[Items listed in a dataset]
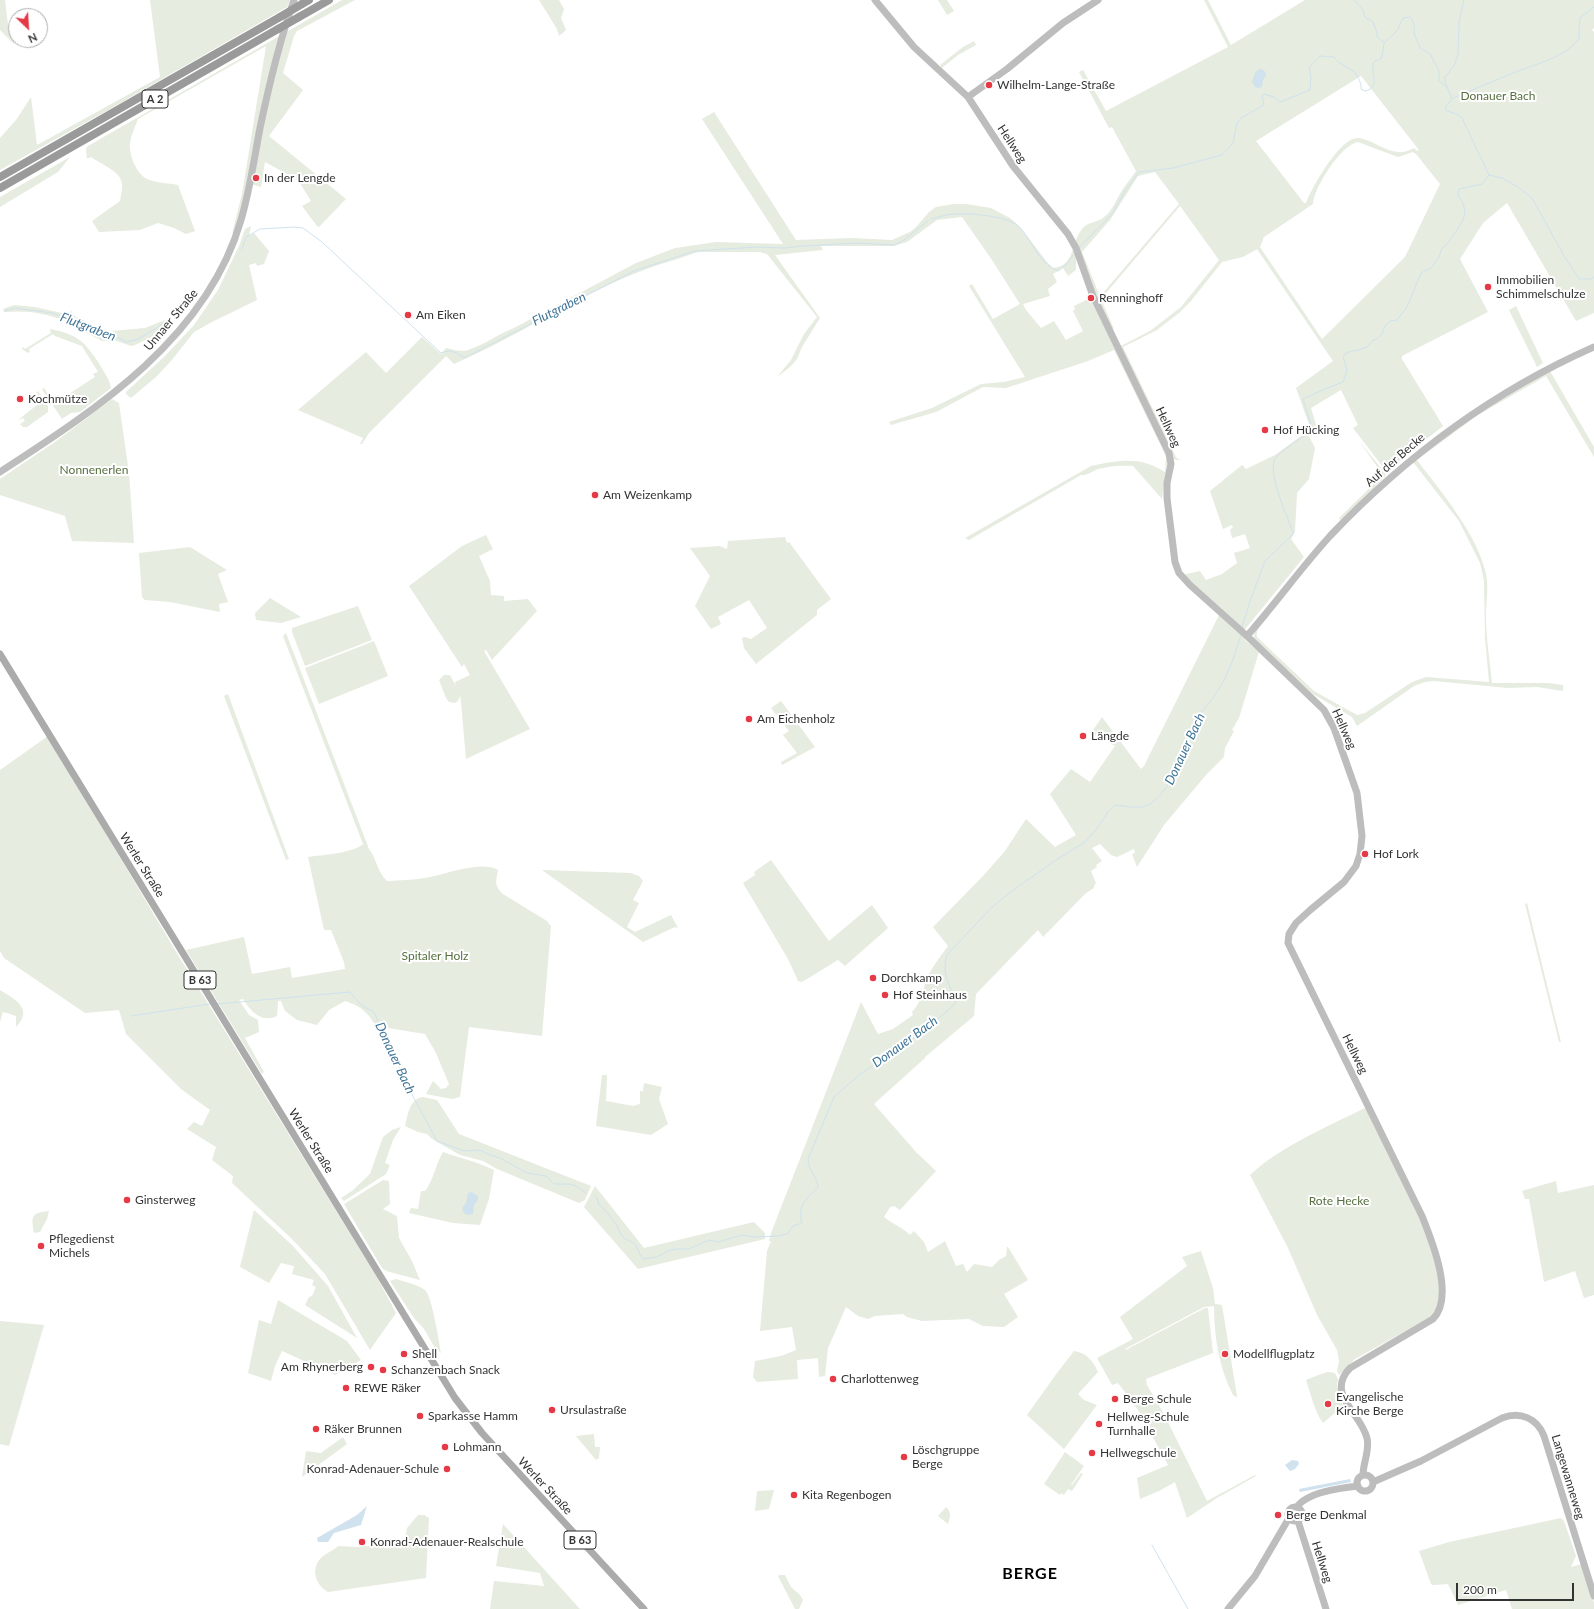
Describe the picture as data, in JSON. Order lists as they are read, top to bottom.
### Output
{
  "streets": {
    "highway": ["A 2"],
    "main road": ["Werler Straße", "B 63"],
    "street": [
      "Hellweg",
      "Unnaer Straße",
      "Auf der Becke",
      "Langewanneweg"
    ]
  },
  "crossings": [
    ["Hellweg", "Auf der Becke"],
    ["Hellweg", "Langewanneweg"]
  ],
  "districts": ["BERGE"],
  "water": ["Flutgraben", "Donauer Bach"],
  "parks": [
    "Donauer Bach",
    "Nonnenerlen",
    "Spitaler Holz",
    "Rote Hecke"
  ],
  "places": [
    "Wilhelm-Lange-Straße",
    "In der Lengde",
    "Immobilien Schimmelschulze",
    "Renninghoff",
    "Am Eiken",
    "Kochmütze",
    "Hof Hücking",
    "Am Weizenkamp",
    "Am Eichenholz",
    "Längde",
    "Hof Lork",
    "Dorchkamp",
    "Hof Steinhaus",
    "Ginsterweg",
    "Pflegedienst Michels",
    "Shell",
    "Modellflugplatz",
    "Am Rhynerberg",
    "Schanzenbach Snack",
    "Charlottenweg",
    "REWE Räker",
    "Berge Schule",
    "Evangelische Kirche Berge",
    "Ursulastraße",
    "Sparkasse Hamm",
    "Hellweg-Schule Turnhalle",
    "Räker Brunnen",
    "Lohmann",
    "Hellwegschule",
    "Löschgruppe Berge",
    "Konrad-Adenauer-Schule",
    "Kita Regenbogen",
    "Berge Denkmal",
    "Konrad-Adenauer-Realschule"
  ],
  "scale_bar": "200 m",
  "north": "bottom right"
}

- Exercise -
Pull every line with the word "Adenauer" from the data.

- Expected answer -
    "Konrad-Adenauer-Schule",
    "Konrad-Adenauer-Realschule"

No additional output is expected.